Eddie’s first perk came with a courtesy bracelet that would move him to the front of most lines. I was a little nervous about taking advantage of Eddie’s multiple impairments, but was quickly justified. We cut to the front for the log ride, and he cried while we waited a mere two minutes. I can’t imagine standing in a hot, long line with him for over half an hour. He would’ve never been able to participate. Just to hear him laugh as we plummeted into the water was enough to tell me the courtesy bracelet was a good choice.
After that, Eddie only made it on one more ride. He was agitated, hot, and nobody was moving fast enough. We got him some snacks, but when the food was gone he was immediately mad. He threw multiple tantrums that involved screaming, pinching, and crying. This left me feeling sad, helpless, inadequate, and desperate. It was obviously time to go.
Maybe because my brother and his wife recently had a baby, I related my emotions to those feelings I had when my kids were newborn. Remember when you have that sad, tiny baby in your arms and you can’t do anything to make it better. They cry, and cry, and you try everything you can think of, but nothing is good enough. You feel like as their mother, you should have all the answers, but you’re failing. You end up crying just as hard, if not harder than your child, because you simply don’t know what to do. Do you remember?
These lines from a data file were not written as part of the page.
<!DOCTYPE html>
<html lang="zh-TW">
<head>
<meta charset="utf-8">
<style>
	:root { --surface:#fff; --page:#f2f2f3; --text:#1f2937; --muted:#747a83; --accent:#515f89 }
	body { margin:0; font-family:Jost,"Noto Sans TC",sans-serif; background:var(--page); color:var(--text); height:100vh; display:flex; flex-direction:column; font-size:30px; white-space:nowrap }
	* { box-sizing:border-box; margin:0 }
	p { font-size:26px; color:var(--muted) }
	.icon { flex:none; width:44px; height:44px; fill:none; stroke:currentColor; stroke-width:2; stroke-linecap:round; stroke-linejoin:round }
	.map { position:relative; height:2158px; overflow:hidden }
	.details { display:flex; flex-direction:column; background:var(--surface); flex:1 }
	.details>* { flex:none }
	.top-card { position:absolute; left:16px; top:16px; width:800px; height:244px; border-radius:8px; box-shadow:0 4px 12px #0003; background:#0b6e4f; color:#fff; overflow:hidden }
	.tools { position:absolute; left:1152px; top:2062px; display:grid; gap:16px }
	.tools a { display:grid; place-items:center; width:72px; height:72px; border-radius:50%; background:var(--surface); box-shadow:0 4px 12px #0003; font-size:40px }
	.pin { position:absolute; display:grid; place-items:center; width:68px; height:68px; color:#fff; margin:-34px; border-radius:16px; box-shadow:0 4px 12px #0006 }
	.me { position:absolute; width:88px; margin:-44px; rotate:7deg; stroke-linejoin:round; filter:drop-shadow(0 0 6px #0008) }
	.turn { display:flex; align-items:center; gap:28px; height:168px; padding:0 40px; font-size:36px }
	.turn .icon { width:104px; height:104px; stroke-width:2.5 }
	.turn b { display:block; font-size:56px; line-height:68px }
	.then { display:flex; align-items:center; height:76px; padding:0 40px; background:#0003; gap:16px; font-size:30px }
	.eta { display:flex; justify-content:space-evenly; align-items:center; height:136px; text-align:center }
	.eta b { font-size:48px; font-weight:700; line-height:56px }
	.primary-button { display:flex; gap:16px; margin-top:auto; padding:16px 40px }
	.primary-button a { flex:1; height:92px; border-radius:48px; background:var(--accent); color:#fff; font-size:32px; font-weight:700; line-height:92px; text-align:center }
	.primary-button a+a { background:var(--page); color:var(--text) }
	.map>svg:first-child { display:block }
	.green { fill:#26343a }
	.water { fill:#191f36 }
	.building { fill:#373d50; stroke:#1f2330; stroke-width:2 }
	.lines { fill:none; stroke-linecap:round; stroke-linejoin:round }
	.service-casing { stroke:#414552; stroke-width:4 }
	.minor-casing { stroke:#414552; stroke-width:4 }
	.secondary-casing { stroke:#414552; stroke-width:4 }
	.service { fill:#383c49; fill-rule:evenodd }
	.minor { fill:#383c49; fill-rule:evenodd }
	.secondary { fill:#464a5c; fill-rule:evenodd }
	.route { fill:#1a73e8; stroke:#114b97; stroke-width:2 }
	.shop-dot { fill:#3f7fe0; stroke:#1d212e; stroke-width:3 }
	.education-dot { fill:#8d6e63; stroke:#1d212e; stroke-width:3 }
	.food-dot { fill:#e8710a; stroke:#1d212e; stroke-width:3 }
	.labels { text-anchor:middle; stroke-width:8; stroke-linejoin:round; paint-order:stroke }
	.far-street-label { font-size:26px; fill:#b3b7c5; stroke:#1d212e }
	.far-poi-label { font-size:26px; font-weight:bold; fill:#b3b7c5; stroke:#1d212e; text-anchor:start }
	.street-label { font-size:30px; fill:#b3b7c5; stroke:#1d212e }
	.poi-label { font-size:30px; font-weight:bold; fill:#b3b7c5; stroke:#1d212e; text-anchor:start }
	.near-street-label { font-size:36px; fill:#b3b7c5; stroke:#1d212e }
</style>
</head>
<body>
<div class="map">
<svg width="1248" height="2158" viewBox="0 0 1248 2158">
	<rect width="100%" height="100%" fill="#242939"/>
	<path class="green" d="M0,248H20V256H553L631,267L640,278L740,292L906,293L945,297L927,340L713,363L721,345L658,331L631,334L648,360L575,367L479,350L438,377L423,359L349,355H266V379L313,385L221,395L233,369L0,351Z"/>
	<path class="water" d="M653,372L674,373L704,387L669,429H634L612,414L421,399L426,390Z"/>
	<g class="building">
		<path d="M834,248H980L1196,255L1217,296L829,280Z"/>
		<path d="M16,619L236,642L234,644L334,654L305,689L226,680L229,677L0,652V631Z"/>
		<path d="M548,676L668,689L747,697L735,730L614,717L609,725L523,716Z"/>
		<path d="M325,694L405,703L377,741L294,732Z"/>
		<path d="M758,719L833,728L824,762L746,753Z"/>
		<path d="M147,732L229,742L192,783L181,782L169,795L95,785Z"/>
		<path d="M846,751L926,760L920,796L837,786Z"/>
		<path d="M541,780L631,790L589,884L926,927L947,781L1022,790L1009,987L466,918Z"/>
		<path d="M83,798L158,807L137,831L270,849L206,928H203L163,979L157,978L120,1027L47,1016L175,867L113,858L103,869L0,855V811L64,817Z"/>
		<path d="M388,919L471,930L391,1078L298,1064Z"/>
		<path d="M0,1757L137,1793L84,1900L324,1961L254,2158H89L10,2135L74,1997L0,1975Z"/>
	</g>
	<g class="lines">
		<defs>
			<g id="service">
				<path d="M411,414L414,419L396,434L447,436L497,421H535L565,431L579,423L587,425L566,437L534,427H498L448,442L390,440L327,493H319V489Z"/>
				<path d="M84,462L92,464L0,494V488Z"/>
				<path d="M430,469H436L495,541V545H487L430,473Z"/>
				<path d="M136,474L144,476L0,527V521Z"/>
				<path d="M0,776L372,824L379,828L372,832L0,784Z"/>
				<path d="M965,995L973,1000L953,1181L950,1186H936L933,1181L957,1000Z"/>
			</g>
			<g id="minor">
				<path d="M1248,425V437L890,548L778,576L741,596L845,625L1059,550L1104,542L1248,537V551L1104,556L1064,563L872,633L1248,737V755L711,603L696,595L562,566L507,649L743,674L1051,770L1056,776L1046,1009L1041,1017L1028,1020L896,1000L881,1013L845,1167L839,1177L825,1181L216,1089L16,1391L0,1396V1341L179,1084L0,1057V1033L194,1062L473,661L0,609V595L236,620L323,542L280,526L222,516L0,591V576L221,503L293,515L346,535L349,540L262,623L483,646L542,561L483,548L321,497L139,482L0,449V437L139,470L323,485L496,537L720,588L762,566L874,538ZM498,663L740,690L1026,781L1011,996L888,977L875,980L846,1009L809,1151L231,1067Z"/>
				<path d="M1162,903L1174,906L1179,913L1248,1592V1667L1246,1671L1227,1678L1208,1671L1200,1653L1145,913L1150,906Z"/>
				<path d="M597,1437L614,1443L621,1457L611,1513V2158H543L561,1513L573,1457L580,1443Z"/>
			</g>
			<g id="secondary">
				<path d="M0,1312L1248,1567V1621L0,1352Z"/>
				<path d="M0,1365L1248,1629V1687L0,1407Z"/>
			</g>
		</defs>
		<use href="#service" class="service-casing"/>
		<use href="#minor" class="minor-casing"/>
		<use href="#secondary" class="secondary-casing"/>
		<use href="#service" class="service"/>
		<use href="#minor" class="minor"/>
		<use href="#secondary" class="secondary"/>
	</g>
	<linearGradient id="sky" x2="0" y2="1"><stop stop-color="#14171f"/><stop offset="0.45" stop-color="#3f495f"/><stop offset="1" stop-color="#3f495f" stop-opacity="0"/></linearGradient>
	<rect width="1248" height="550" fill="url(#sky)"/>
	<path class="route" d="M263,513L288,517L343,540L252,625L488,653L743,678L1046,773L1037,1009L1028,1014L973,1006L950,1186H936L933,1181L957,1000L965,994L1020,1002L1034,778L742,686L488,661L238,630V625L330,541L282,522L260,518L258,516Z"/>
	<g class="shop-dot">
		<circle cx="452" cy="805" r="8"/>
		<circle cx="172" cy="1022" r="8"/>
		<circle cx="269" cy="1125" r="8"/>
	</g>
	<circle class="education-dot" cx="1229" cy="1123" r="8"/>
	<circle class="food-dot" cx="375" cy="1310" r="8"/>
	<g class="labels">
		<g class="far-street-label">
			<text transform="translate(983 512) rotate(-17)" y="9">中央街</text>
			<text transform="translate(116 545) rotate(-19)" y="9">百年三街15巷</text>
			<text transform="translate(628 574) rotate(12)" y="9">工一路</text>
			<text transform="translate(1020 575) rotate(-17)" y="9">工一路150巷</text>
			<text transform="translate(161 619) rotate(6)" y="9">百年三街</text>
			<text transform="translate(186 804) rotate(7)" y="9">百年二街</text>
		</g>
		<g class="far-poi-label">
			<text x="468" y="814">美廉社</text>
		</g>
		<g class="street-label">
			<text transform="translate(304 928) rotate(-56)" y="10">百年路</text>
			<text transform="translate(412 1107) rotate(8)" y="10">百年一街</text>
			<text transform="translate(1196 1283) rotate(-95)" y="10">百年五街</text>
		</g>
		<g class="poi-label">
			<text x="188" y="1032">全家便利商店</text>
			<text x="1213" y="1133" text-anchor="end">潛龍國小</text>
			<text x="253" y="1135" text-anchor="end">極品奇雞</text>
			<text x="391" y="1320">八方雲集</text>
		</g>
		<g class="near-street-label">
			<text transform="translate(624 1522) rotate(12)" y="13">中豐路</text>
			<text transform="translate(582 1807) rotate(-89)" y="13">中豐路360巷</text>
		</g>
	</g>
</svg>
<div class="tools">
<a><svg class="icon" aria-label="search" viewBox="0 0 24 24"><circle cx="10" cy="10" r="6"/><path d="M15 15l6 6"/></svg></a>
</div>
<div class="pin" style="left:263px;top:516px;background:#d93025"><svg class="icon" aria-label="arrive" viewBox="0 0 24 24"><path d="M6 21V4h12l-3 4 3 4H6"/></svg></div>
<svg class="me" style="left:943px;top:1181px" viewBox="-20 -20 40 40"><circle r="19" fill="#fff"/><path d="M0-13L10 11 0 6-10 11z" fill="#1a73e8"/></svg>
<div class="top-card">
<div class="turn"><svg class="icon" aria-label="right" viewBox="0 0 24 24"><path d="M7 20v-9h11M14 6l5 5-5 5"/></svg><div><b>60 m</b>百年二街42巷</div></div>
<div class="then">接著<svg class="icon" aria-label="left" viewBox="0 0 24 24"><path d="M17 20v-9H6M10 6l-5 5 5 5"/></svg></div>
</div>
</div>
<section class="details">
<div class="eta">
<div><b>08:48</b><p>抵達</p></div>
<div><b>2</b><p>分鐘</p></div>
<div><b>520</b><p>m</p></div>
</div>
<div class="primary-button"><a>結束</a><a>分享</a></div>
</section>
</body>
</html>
That is exactly how I feel sometimes having a child who has very few ways to express himself. Yesterday, it took all I had not to burst into tears. When I really could think of no other method to calm him, we left the park. Though I was sad to leave, he had been there for seven hours, which was outstanding. There were a hundred smiles, and multiple spurts of laughter throughout the entire experience. There were also countless tantrums towards the end, but the more positive moments made it all worth it.
As usual, we just went for it, and decided to make it a family outing. We didn’t want to go without Eddie, so we didn’t. This morning, he is sleeping in, which is very rare but well deserved. Today, we are off to camp for two nights. Regardless of the suspected ups and downs, I also suspect it will be lots of fun.